RCBO vs Dual RCD Board: The Practical Difference | C-Lec Electrical
Consumer unit guide • Milton Keynes

RCBO vs
Dual RCD Board

What actually happens when a fault occurs on each board type. RCBO compared to dual RCD by scenario, with the cost difference plus the BS 7671 division-of-circuits angle.

Updated: April 2026
Written by: Curtis Williams, Director, C-Lec Electrical
For: Milton Keynes & Bedfordshire homeowners
The short answer

A dual RCD board uses two shared 30mA RCDs, each protecting a bank of MCBs. A fault on any circuit trips the whole bank. A full RCBO board gives every circuit its own combined RCD plus MCB so a fault affects only that one circuit. Both meet BS 7671 when fitted correctly. The practical differences come down to continuity of supply, diagnostic clarity plus cost. Modern UK installs in 2026 are normally full RCBO. Dual RCD remains common on budget upgrades.

The numbers behind it

Three figures
worth knowing

2vs N

RCD Devices

Dual RCD uses 2 shared RCDs. Full RCBO uses one RCBO per circuit (typically 8 to 12 in a UK domestic install).

30mA

Earth Fault Threshold

Both designs trip at the same 30mA residual current threshold. The protection level is identical. The granularity differs.

£200

Typical Cost Gap

Around £150 to £250 difference between a 10-way dual RCD plus a 10-way full RCBO board fitted in 2026 in the Milton Keynes area.

Real fault scenarios

What each board does
when something goes wrong

Five common fault scenarios on a UK domestic install. Each scenario shows what a dual RCD board does plus what a full RCBO board does in the same situation.

01 A washing machine develops an internal earth fault
Dual RCD

The shared RCD on that bank trips. Every circuit on that bank loses power: kitchen sockets, downstairs lighting, freezer, alarm if they share the bank. Owner has to find the fault by elimination.

Affected circuits5 to 6 typical
Full RCBO

The RCBO on the kitchen socket circuit trips. Only that one circuit loses power. Freezer, alarm, lighting plus other appliances all keep running. Diagnosis is instant.

Affected circuits1 only
02 Lightning-induced surge causes a small earth leakage on the upstairs ring
Dual RCD

The upstairs RCD trips. Upstairs lights plus all upstairs sockets dead. If one of the bedroom appliances was the cause it remains plugged in until owner identifies plus removes it. Bank stays down until reset.
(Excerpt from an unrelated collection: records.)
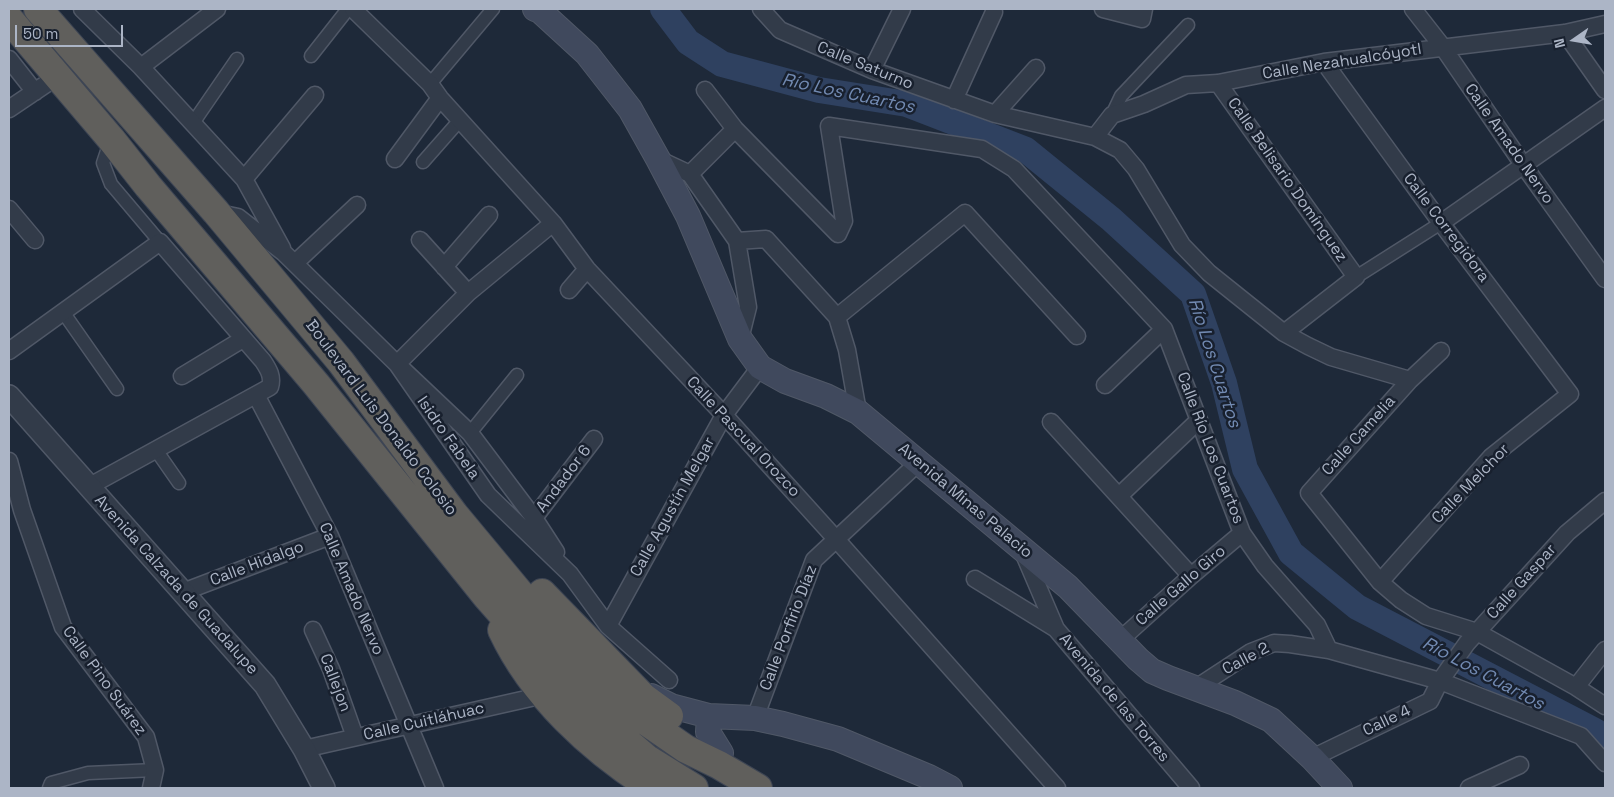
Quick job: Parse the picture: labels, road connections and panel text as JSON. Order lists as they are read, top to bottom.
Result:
{
  "streets": {
    "highway": ["Boulevard Luis Donaldo Colosio"],
    "main road": ["Avenida Minas Palacio"],
    "street": [
      "Calle Nezahualcóyotl",
      "Calle Saturno",
      "Calle Amado Nervo",
      "Calle Belisario Domínguez",
      "Calle Corregidora",
      "Calle Camelia",
      "Calle Pascual Orozco",
      "Isidro Fabela",
      "Calle Río Los Cuartos",
      "Andador 6",
      "Calle Melchor",
      "Calle Agustín Melgar",
      "Calle Hidalgo",
      "Calle Gaspar",
      "Avenida Calzada de Guadalupe",
      "Calle Gallo Giro",
      "Calle Porfirio Díaz",
      "Calle 2",
      "Calle Pino Suárez",
      "Callejon",
      "Avenida de las Torres",
      "Calle 4",
      "Calle Cuitláhuac"
    ]
  },
  "crossings": [
    ["Calle Nezahualcóyotl", "Calle Amado Nervo"],
    ["Calle Nezahualcóyotl", "Calle Belisario Domínguez"],
    ["Calle Nezahualcóyotl", "Calle Corregidora"],
    ["Calle Saturno", "Calle Camelia"],
    ["Calle Amado Nervo", "Calle Hidalgo"],
    ["Calle Amado Nervo", "Calle Cuitláhuac"],
    ["Calle Corregidora", "Calle Melchor"],
    ["Boulevard Luis Donaldo Colosio", "Isidro Fabela"],
    ["Calle Camelia", "Calle Melchor"],
    ["Calle Pascual Orozco", "Calle Agustín Melgar"],
    ["Calle Pascual Orozco", "Calle Porfirio Díaz"],
    ["Isidro Fabela", "Calle Agustín Melgar"],
    ["Calle Río Los Cuartos", "Calle Gallo Giro"],
    ["Calle Río Los Cuartos", "Calle 2"],
    ["Avenida Minas Palacio", "Calle Agustín Melgar"],
    ["Avenida Minas Palacio", "Calle Gallo Giro"],
    ["Avenida Minas Palacio", "Calle Porfirio Díaz"],
    ["Avenida Minas Palacio", "Calle 2"],
    ["Avenida Minas Palacio", "Avenida de las Torres"],
    ["Avenida Minas Palacio", "Calle 4"],
    ["Calle Hidalgo", "Avenida Calzada de Guadalupe"],
    ["Calle Gaspar", "Calle 4"],
    ["Avenida Calzada de Guadalupe", "Calle Cuitláhuac"],
    ["Callejon", "Calle Cuitláhuac"]
  ],
  "water": ["Río Los Cuartos"],
  "scale_bar": "50 m",
  "north": "left"
}
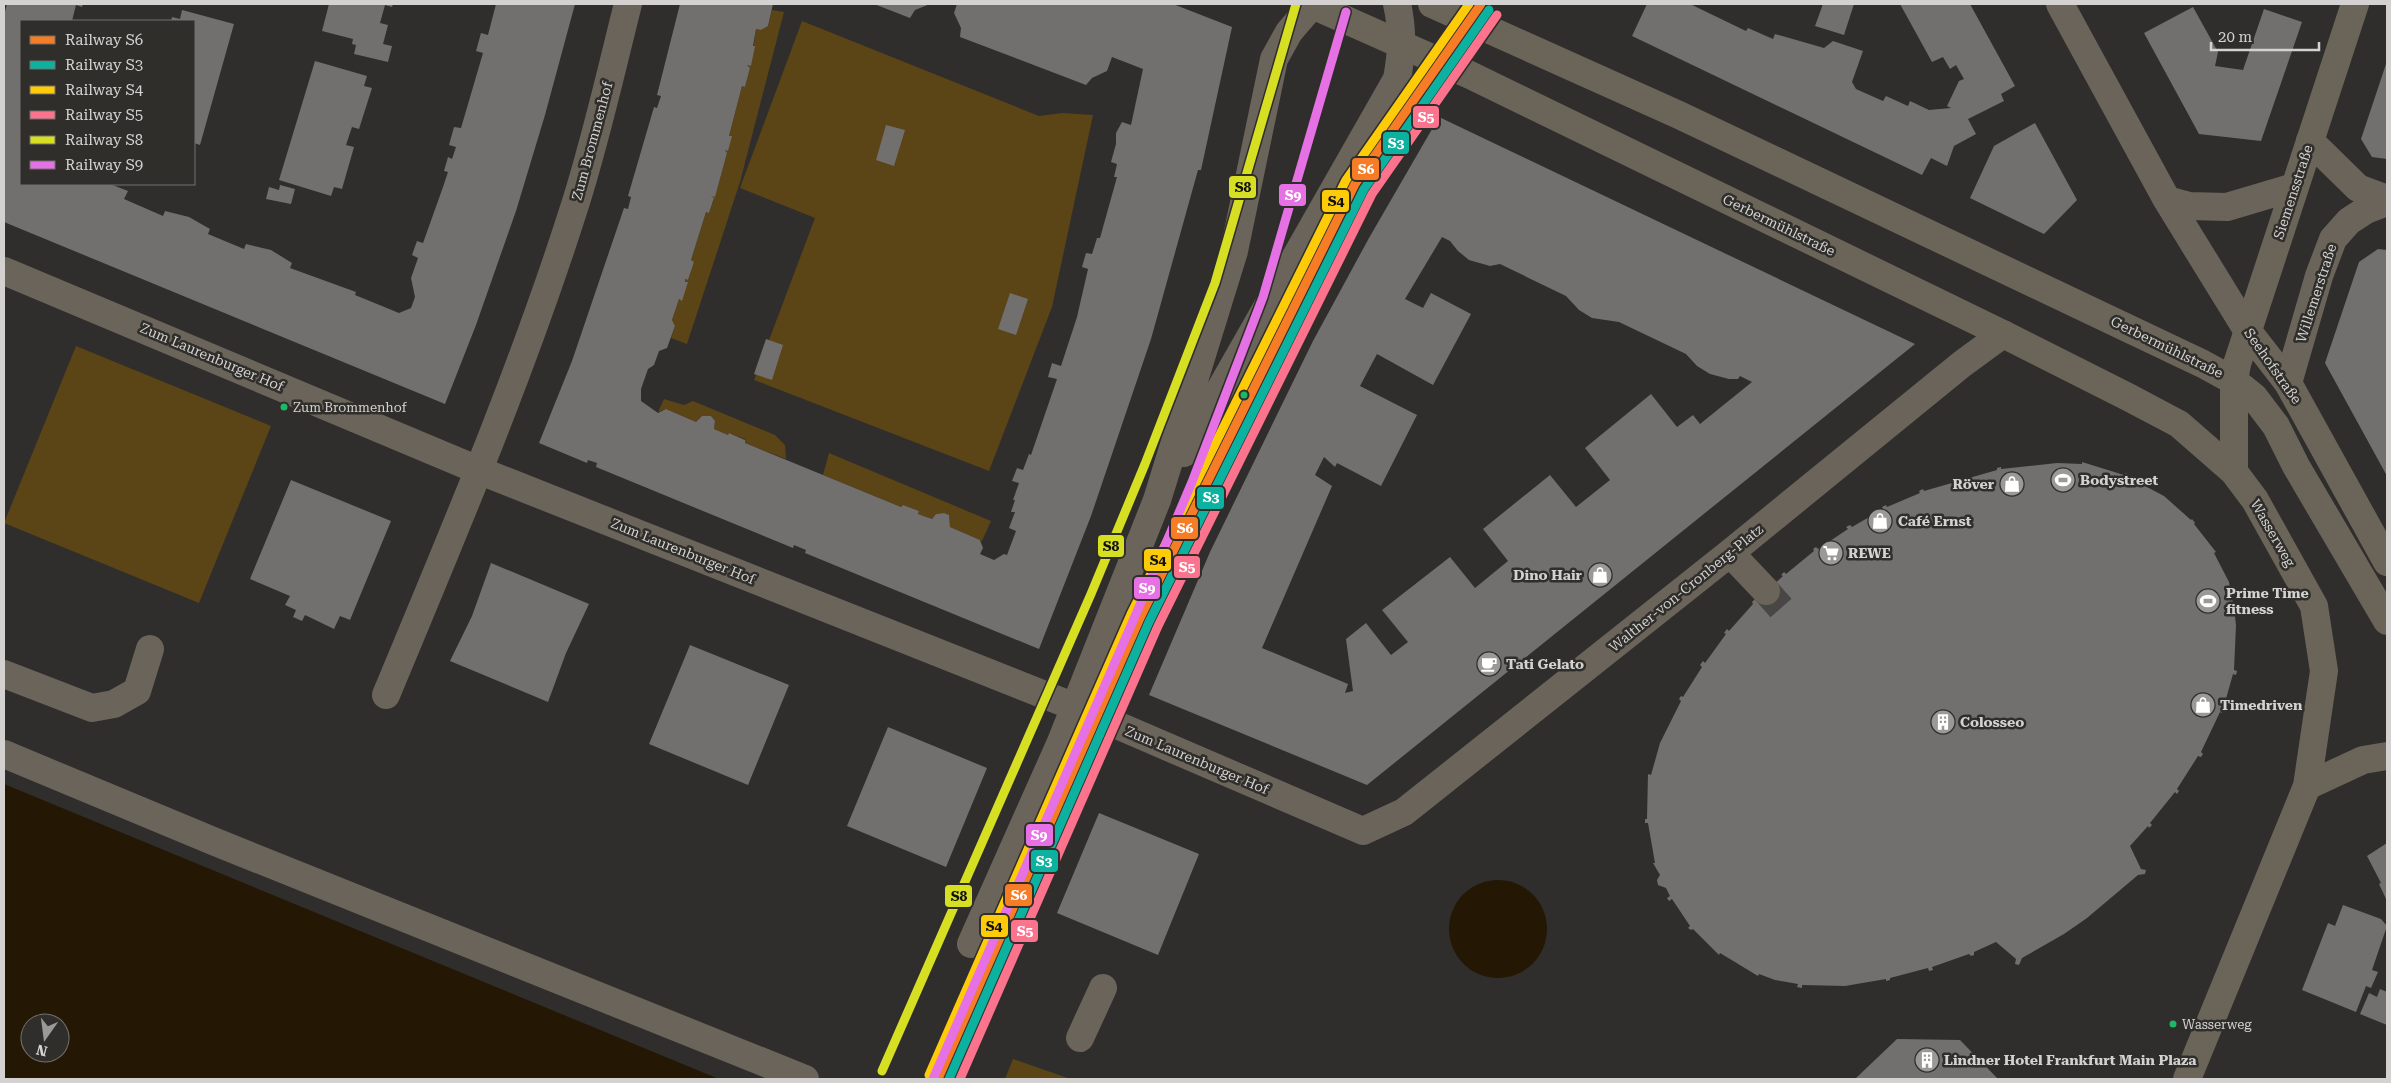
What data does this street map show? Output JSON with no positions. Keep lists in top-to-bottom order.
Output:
{
  "streets": {
    "main road": [
      "Siemensstraße",
      "Gerbermühlstraße",
      "Seehofstraße",
      "Wasserweg"
    ],
    "street": [
      "Zum Brommenhof",
      "Willemerstraße",
      "Zum Laurenburger Hof",
      "Walther-von-Cronberg-Platz"
    ]
  },
  "crossings": [
    ["Zum Brommenhof", "Zum Laurenburger Hof"],
    ["Siemensstraße", "Gerbermühlstraße"],
    ["Siemensstraße", "Willemerstraße"],
    ["Siemensstraße", "Seehofstraße"],
    ["Siemensstraße", "Wasserweg"],
    ["Gerbermühlstraße", "Wasserweg"],
    ["Gerbermühlstraße", "Walther-von-Cronberg-Platz"],
    ["Willemerstraße", "Seehofstraße"],
    ["Zum Laurenburger Hof", "Walther-von-Cronberg-Platz"]
  ],
  "places": {
    "other": ["Zum Brommenhof", "Wasserweg"],
    "sports": ["Bodystreet", "Prime Time fitness"],
    "shop": [
      "Röver",
      "Café Ernst",
      "Dino Hair",
      "Timedriven"
    ],
    "supermarket": ["REWE"],
    "cafe": ["Tati Gelato"],
    "building": ["Colosseo", "Lindner Hotel Frankfurt Main Plaza"]
  },
  "lines": [
    "rail line S6",
    "rail line S4",
    "rail line S8",
    "rail line S3",
    "rail line S9",
    "rail line S5"
  ],
  "legend": [
    "Railway S6",
    "Railway S3",
    "Railway S4",
    "Railway S5",
    "Railway S8",
    "Railway S9"
  ],
  "scale_bar": "20 m",
  "north": "bottom"
}
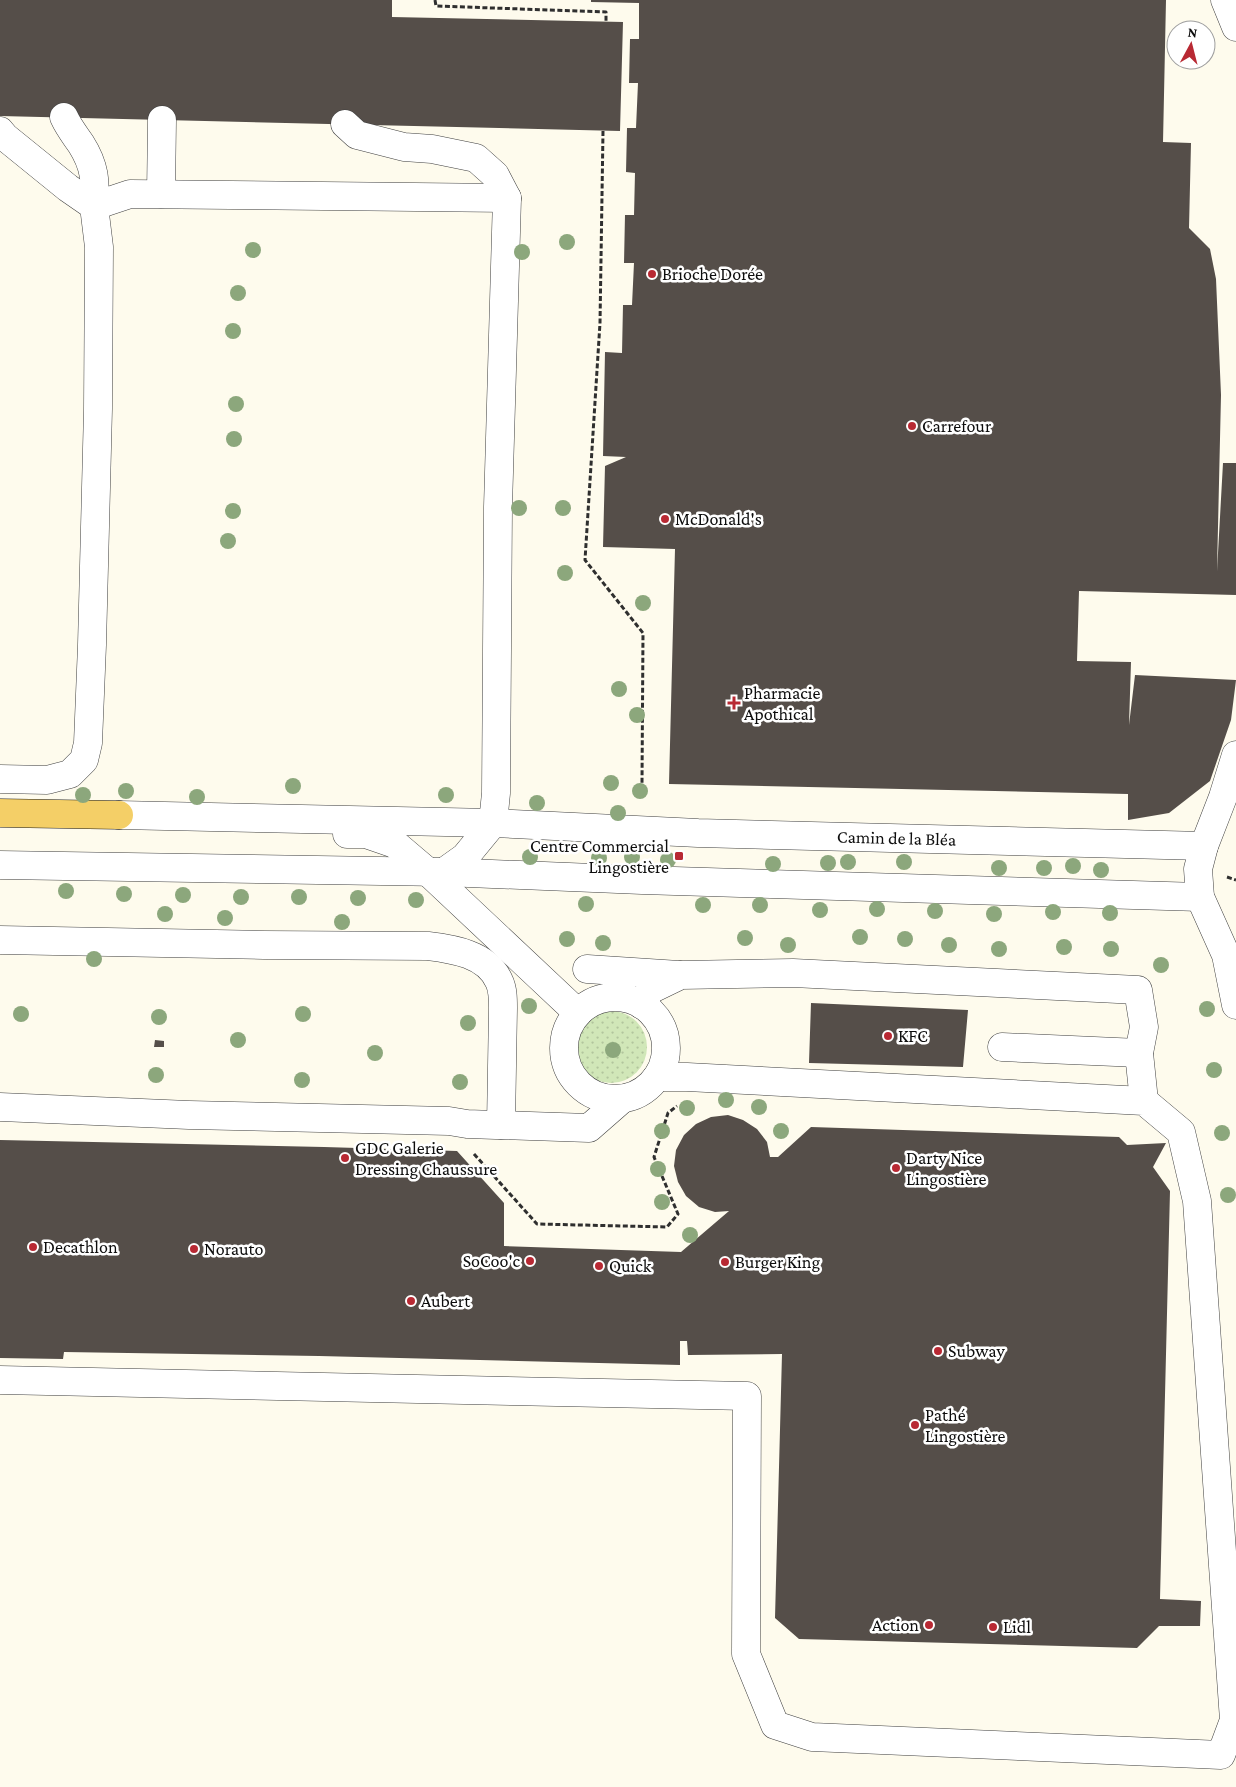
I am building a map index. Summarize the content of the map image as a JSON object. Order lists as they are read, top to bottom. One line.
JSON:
{"streets":{"street":["Camin de la Bléa"]},"places":{"other":["Brioche Dorée","Carrefour","McDonald's","KFC","GDC Galerie Dressing Chaussure","Darty Nice Lingostière","Decathlon","Norauto","SoCoo'c","Burger King","Quick","Aubert","Subway","Pathé Lingostière","Action","Lidl"],"health":["Pharmacie Apothical"],"transit":["Centre Commercial Lingostière"]},"north":"top"}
Affected circuits4 to 5 typical
Full RCBO

The upstairs ring RCBO trips. Other upstairs circuits (lighting, immersion) stay up. The owner unplugs each ring appliance one at a time plus resets to find the cause without losing the rest of the upstairs.

Affected circuits1 only
03 An EICR engineer needs to test the bathroom shower circuit
Dual RCD

To isolate the shower circuit alone is impossible without taking out everything else on the same RCD bank. Whole bank goes off during testing. Test plus reset cycle takes longer.

Test impactBank-wide
Full RCBO

The engineer isolates only the shower RCBO. Every other circuit stays live during the test. Faster inspection, less disruption to occupants. Test plus result documentation is per-circuit.

Test impactSingle circuit
04 A nuisance trip happens at 2am with no obvious cause
Dual RCD

The board shows one of the two RCDs has tripped. Up to 6 circuits could be the cause. Owner must reset plus see if it holds, then unplug each appliance on the bank one by one if it trips again. Time-consuming process at night.

Diagnostic clarityLow
Full RCBO

The board shows exactly one RCBO tripped. The fault is on that one circuit. Owner unplugs only the appliances on that circuit plus resets. Diagnosis is immediate.

Diagnostic clarityHigh
05 An EV charger needs adding to the install
Dual RCD

The EV charger circuit normally needs a Type B RCD which is incompatible with most domestic Type AC dual RCD boards. The shared RCD design forces an upstream change or a separate dedicated EV consumer unit.

EV compatibilityOften requires upgrade
Full RCBO

A dedicated Type B RCBO is fitted on the EV charger circuit alongside the existing Type A RCBOs on other circuits. No upstream impact. Per-circuit RCBO design is naturally suited to mixing protective device types.

EV compatibilityDirect fit
What it costs in 2026

Cost ranges
side by side

Pricing in Milton Keynes plus Bedfordshire in 2026 across the two layouts at the typical 10-way size. Add-ons are listed separately for context.

Consumer Unit Cost Comparison

Dual RCD board (10 way)£500 to £700
Full RCBO board (10 way)£750 to £950
Full RCBO + SPD (most common 2026 spec)£850 to £1,050
Full RCBO + SPD + AFDD (HMO spec)£1,100 to £1,400

All prices include parts, labour, EIC certification, Building Control notification through Part P scheme plus removal of the existing board. Final cost depends on cable terminations plus on-site condition.

The detailed answer

Both meet BS 7671. Only one is the modern default.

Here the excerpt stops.